| Problem requirements |
The result should be every line in the material below containing the string "stream".

·····

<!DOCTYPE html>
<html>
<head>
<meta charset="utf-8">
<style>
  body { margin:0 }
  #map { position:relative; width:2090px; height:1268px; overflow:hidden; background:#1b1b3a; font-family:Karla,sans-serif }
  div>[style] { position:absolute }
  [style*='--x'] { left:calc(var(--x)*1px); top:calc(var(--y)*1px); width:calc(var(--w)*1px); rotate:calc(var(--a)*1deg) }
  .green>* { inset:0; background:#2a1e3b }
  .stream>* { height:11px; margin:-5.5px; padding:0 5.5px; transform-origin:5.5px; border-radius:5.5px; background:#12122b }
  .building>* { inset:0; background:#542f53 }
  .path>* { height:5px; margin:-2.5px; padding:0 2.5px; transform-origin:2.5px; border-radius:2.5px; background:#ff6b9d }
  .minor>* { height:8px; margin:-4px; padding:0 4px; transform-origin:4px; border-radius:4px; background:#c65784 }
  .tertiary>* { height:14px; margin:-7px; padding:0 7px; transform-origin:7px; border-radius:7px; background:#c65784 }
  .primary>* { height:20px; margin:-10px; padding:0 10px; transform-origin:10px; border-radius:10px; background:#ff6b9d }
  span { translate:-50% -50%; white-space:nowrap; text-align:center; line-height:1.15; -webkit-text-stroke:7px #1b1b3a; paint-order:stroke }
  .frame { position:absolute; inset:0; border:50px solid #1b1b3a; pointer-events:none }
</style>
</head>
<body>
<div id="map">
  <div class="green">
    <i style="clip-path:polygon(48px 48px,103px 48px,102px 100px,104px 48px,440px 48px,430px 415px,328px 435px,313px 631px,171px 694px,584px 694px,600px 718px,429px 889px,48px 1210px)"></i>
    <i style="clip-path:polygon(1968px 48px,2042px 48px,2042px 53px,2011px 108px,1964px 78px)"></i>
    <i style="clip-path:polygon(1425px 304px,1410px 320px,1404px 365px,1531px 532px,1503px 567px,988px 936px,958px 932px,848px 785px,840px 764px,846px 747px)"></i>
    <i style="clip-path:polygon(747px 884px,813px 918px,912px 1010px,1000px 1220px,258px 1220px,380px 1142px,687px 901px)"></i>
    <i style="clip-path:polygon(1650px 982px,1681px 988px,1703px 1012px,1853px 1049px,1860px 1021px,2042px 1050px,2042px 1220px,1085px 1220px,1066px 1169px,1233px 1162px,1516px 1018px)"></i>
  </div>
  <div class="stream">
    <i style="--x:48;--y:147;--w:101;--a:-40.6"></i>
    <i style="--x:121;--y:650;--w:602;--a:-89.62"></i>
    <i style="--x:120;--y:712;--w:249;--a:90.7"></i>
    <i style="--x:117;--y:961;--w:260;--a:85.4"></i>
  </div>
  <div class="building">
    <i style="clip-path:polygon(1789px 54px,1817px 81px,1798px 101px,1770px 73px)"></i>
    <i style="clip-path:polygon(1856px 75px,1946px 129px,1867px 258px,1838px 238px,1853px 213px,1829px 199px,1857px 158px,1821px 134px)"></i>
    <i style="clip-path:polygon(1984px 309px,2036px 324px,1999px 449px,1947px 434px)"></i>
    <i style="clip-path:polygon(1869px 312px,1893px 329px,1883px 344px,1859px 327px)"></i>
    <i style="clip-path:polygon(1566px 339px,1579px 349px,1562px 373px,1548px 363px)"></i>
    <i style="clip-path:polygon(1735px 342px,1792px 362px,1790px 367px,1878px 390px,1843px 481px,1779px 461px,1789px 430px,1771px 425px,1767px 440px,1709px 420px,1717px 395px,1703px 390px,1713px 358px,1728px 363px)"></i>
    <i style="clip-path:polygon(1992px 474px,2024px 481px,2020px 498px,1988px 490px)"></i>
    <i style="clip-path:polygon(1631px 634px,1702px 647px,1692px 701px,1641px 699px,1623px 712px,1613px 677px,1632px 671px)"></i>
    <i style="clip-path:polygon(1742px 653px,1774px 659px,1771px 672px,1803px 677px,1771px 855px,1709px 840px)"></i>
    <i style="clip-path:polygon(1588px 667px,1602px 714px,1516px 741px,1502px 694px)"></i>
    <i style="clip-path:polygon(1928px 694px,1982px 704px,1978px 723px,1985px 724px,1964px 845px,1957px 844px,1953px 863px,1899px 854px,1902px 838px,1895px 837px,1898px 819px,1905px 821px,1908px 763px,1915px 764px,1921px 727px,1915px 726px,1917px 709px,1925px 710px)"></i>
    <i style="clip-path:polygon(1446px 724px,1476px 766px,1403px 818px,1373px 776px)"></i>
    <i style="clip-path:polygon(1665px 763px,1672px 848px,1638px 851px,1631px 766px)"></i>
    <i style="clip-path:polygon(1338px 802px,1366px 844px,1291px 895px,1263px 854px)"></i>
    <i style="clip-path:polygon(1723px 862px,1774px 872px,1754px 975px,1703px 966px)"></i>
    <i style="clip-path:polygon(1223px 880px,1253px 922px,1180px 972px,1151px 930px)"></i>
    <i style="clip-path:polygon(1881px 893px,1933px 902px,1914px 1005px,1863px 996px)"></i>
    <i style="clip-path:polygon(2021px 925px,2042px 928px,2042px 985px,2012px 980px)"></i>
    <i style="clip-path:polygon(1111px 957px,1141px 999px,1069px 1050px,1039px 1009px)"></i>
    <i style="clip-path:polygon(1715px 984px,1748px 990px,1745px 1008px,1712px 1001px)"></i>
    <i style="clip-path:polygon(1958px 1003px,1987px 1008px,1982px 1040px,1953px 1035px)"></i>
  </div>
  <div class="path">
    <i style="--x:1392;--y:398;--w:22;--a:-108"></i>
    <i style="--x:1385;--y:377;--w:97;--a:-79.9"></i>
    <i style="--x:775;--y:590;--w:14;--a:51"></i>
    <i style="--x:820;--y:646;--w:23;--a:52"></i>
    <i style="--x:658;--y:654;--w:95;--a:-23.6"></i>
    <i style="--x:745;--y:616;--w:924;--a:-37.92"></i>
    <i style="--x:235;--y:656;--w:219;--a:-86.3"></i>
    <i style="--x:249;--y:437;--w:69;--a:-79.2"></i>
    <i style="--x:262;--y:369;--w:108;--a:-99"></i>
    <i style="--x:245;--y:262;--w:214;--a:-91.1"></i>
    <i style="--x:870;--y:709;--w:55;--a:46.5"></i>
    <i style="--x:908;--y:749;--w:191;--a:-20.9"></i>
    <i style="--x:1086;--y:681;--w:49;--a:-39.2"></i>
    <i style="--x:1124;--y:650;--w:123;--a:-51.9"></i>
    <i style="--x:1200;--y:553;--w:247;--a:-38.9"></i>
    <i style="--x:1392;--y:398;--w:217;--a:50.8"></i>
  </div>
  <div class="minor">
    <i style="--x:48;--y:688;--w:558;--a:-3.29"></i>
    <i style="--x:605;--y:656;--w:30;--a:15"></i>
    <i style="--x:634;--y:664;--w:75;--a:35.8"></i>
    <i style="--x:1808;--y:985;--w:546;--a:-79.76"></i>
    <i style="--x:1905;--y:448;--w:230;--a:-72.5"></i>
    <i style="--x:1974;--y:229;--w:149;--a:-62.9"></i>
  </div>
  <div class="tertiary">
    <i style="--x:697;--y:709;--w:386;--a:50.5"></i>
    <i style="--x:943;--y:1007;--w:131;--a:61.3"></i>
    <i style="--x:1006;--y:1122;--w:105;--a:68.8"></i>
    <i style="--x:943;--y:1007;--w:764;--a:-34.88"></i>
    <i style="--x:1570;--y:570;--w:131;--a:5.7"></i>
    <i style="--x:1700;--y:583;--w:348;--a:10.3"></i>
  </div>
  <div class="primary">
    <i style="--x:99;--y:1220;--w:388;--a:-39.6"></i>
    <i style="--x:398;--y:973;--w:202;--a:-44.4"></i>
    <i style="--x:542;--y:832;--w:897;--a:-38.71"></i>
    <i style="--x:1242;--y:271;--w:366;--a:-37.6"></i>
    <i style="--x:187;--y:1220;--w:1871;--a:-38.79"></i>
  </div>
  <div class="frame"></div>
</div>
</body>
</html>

·····

| The completed task |
  .stream>* { height:11px; margin:-5.5px; padding:0 5.5px; transform-origin:5.5px; border-radius:5.5px; background:#12122b }
  <div class="stream">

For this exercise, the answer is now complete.